[Data — start]

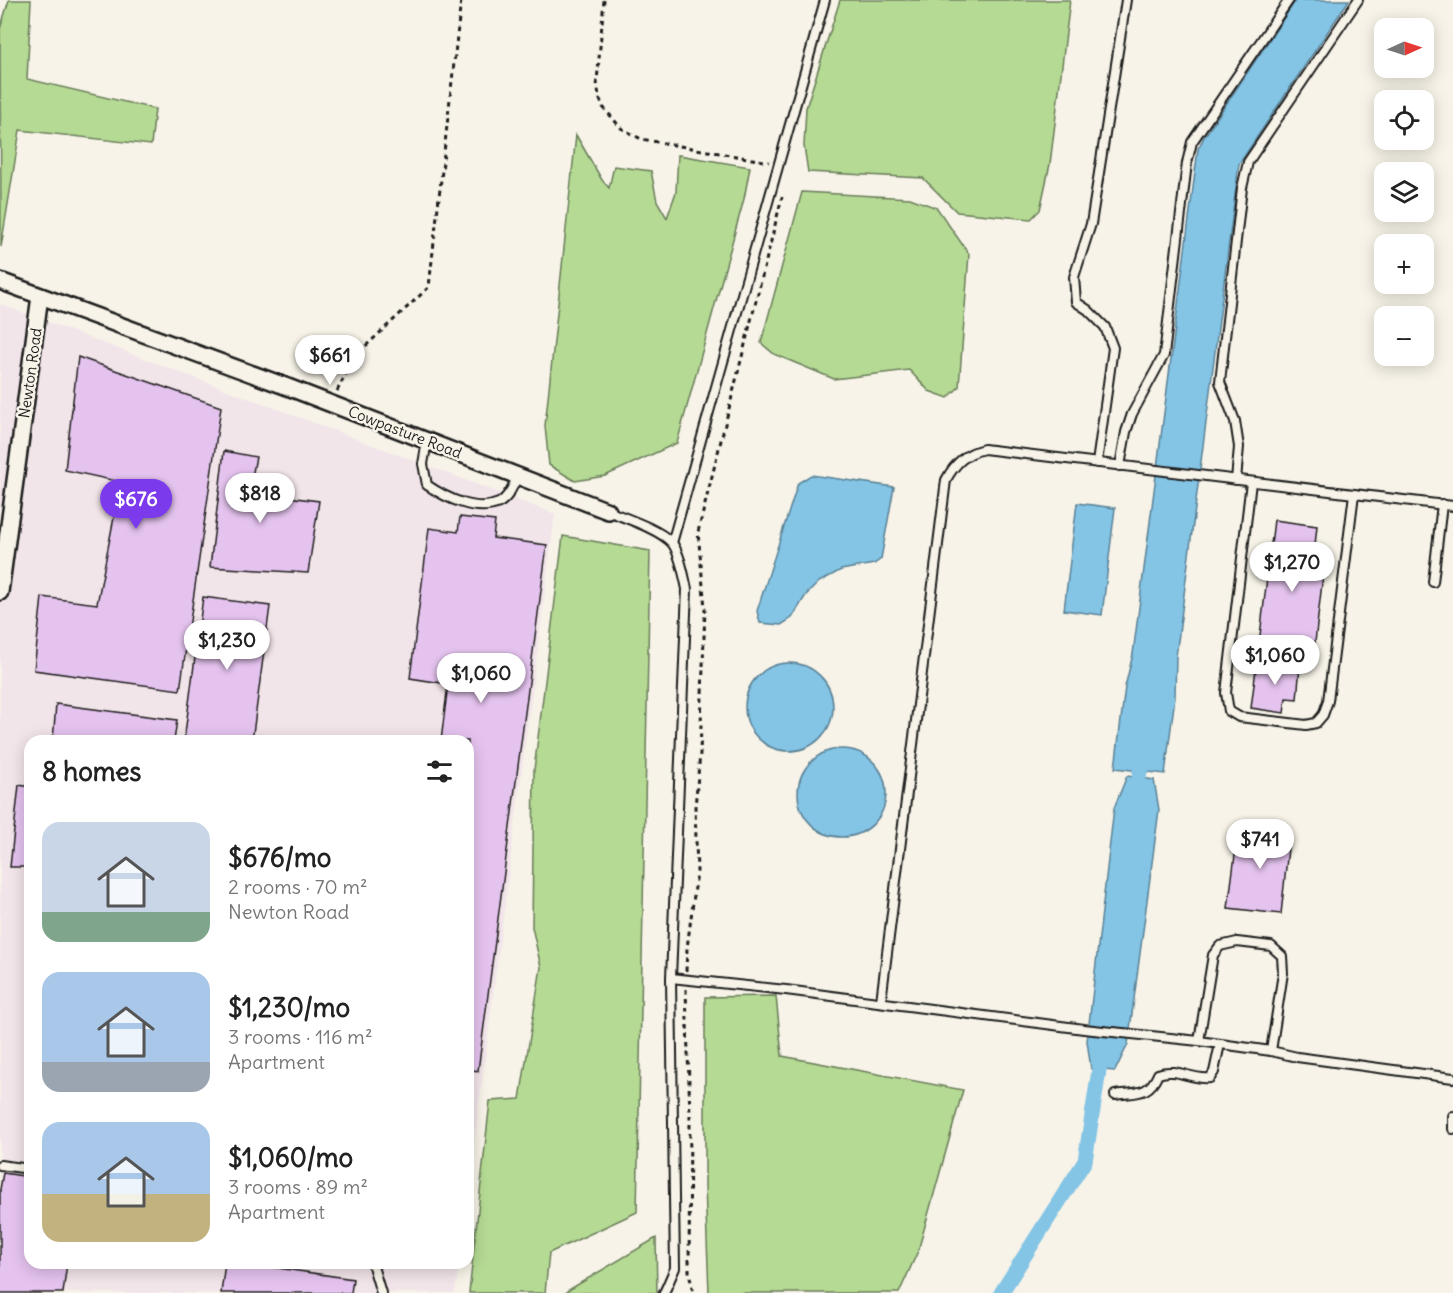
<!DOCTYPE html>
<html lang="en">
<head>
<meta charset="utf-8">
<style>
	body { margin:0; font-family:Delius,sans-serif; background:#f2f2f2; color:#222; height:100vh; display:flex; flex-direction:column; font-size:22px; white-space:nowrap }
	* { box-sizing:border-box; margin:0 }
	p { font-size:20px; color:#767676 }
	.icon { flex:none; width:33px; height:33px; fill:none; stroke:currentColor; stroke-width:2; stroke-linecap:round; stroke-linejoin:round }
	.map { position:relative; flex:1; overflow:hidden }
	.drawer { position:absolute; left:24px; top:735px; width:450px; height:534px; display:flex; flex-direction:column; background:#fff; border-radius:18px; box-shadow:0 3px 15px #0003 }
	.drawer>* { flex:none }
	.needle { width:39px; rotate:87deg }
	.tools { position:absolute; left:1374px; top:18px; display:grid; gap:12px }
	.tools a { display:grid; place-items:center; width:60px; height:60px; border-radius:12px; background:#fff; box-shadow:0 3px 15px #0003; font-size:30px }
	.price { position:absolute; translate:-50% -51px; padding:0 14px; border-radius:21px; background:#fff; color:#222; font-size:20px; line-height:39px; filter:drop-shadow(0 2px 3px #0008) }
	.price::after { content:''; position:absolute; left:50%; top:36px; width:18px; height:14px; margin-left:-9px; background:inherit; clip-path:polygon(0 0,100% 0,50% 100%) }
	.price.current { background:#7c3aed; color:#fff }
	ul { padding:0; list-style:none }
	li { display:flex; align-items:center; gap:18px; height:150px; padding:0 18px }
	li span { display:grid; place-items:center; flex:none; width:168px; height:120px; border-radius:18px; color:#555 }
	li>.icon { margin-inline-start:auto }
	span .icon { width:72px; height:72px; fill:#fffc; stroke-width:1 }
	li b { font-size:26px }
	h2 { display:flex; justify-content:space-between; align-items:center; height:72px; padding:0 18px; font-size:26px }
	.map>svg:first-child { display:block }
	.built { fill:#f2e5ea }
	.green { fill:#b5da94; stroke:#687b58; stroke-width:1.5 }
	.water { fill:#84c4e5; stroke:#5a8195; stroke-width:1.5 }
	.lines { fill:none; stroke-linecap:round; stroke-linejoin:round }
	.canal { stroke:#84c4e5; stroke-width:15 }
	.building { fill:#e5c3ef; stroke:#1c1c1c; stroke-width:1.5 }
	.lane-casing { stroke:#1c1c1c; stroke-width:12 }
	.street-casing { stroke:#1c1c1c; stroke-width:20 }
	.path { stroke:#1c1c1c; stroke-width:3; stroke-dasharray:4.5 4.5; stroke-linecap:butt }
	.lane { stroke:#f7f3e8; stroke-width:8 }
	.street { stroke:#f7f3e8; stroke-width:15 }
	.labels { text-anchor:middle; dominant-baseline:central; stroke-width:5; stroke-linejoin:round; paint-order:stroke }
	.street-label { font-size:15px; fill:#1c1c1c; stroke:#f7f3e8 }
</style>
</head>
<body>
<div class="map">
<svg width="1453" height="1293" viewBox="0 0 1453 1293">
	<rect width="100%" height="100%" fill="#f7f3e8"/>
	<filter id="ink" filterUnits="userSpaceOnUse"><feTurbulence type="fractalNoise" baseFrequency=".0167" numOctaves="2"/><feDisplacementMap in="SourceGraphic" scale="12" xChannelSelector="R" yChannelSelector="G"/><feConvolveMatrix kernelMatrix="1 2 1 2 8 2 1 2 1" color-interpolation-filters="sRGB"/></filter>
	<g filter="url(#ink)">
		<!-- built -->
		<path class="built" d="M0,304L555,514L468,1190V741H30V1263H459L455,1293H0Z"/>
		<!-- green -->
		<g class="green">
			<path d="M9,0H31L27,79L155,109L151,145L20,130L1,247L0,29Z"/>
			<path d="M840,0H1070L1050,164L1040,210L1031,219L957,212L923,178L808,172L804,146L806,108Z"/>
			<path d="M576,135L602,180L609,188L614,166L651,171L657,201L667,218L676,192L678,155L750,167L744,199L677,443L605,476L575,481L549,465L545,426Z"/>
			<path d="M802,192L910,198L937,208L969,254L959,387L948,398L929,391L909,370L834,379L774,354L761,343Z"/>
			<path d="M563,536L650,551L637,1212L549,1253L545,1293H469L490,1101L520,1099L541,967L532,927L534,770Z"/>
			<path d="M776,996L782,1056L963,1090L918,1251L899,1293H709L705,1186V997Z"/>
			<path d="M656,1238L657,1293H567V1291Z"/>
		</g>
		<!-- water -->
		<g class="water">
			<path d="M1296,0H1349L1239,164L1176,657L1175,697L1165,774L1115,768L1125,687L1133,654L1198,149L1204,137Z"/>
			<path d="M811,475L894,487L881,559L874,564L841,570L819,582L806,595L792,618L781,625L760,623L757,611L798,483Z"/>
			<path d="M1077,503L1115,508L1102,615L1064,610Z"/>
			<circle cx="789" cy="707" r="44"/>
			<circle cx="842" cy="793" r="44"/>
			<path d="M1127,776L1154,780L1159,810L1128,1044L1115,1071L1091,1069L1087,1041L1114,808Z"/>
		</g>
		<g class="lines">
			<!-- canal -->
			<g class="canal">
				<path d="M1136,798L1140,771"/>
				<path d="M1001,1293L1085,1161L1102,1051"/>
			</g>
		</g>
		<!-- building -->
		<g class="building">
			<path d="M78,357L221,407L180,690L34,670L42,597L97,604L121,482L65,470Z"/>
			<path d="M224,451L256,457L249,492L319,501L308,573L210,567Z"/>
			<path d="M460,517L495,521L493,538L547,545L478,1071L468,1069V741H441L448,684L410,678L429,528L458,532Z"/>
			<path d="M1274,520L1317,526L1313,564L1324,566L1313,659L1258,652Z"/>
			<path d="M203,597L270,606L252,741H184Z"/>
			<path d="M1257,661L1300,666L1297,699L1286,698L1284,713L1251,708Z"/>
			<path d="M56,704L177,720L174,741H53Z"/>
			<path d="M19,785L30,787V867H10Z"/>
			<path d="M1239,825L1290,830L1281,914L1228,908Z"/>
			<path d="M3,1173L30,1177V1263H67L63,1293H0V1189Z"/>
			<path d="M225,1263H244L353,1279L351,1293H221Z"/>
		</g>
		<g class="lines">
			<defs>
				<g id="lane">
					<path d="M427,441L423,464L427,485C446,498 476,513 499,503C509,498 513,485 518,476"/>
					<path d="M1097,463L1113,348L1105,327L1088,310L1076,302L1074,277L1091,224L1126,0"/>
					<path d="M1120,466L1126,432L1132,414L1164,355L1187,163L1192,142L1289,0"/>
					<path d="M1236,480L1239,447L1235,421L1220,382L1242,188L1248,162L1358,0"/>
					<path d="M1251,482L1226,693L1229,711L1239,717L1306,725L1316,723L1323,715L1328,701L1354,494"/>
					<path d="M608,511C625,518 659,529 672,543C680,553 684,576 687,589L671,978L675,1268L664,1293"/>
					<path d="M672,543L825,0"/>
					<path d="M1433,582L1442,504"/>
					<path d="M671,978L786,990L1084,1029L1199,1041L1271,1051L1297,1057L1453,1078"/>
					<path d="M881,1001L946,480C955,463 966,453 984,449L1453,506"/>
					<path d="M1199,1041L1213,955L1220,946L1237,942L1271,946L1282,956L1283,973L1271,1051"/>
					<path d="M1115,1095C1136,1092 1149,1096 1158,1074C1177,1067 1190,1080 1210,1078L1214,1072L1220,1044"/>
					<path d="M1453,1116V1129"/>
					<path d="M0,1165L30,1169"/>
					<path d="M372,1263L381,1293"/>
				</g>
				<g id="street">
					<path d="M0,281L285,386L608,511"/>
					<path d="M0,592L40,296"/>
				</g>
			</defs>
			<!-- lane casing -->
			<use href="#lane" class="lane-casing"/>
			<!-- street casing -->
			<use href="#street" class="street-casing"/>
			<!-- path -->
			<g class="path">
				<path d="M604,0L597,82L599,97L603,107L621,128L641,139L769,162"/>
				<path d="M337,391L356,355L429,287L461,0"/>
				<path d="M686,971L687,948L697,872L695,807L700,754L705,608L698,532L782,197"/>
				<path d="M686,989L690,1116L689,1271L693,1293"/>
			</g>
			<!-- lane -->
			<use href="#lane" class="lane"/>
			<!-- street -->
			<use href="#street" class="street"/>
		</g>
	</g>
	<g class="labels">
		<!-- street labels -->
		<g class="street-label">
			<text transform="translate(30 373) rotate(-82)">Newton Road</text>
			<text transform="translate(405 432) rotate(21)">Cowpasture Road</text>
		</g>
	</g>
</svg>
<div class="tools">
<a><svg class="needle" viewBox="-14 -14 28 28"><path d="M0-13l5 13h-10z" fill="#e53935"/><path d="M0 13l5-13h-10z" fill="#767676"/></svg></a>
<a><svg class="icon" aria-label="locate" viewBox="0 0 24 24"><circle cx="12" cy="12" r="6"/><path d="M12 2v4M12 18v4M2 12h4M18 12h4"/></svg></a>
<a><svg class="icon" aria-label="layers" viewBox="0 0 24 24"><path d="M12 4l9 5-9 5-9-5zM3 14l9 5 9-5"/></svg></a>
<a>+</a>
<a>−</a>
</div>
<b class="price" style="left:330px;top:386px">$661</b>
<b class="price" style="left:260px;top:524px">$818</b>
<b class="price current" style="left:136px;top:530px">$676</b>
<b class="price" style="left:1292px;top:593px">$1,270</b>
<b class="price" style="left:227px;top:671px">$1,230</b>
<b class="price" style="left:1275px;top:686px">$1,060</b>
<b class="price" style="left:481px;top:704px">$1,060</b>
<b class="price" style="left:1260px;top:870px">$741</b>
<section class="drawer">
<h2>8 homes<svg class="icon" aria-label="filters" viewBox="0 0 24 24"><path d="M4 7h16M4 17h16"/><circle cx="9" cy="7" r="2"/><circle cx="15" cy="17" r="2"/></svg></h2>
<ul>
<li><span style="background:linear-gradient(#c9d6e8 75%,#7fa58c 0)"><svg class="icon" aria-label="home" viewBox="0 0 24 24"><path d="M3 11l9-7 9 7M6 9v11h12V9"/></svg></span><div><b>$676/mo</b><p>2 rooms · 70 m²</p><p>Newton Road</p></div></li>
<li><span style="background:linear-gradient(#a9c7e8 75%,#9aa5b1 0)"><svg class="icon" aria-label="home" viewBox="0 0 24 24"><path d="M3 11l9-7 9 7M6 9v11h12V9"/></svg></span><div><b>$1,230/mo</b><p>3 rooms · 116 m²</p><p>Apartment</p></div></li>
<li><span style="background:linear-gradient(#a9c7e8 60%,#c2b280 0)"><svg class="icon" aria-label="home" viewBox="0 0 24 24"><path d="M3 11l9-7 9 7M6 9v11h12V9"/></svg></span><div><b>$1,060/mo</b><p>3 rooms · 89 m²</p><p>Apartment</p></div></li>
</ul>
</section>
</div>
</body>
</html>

[Data — finish]

Work order :: From the first line of the records down through the line containing "position:absolute; left:1374px; top:18px;", transcribe exactly those lines and no others, both ends kept, pictures dropped.

Response to the task ::
<!DOCTYPE html>
<html lang="en">
<head>
<meta charset="utf-8">
<style>
	body { margin:0; font-family:Delius,sans-serif; background:#f2f2f2; color:#222; height:100vh; display:flex; flex-direction:column; font-size:22px; white-space:nowrap }
	* { box-sizing:border-box; margin:0 }
	p { font-size:20px; color:#767676 }
	.icon { flex:none; width:33px; height:33px; fill:none; stroke:currentColor; stroke-width:2; stroke-linecap:round; stroke-linejoin:round }
	.map { position:relative; flex:1; overflow:hidden }
	.drawer { position:absolute; left:24px; top:735px; width:450px; height:534px; display:flex; flex-direction:column; background:#fff; border-radius:18px; box-shadow:0 3px 15px #0003 }
	.drawer>* { flex:none }
	.needle { width:39px; rotate:87deg }
	.tools { position:absolute; left:1374px; top:18px; display:grid; gap:12px }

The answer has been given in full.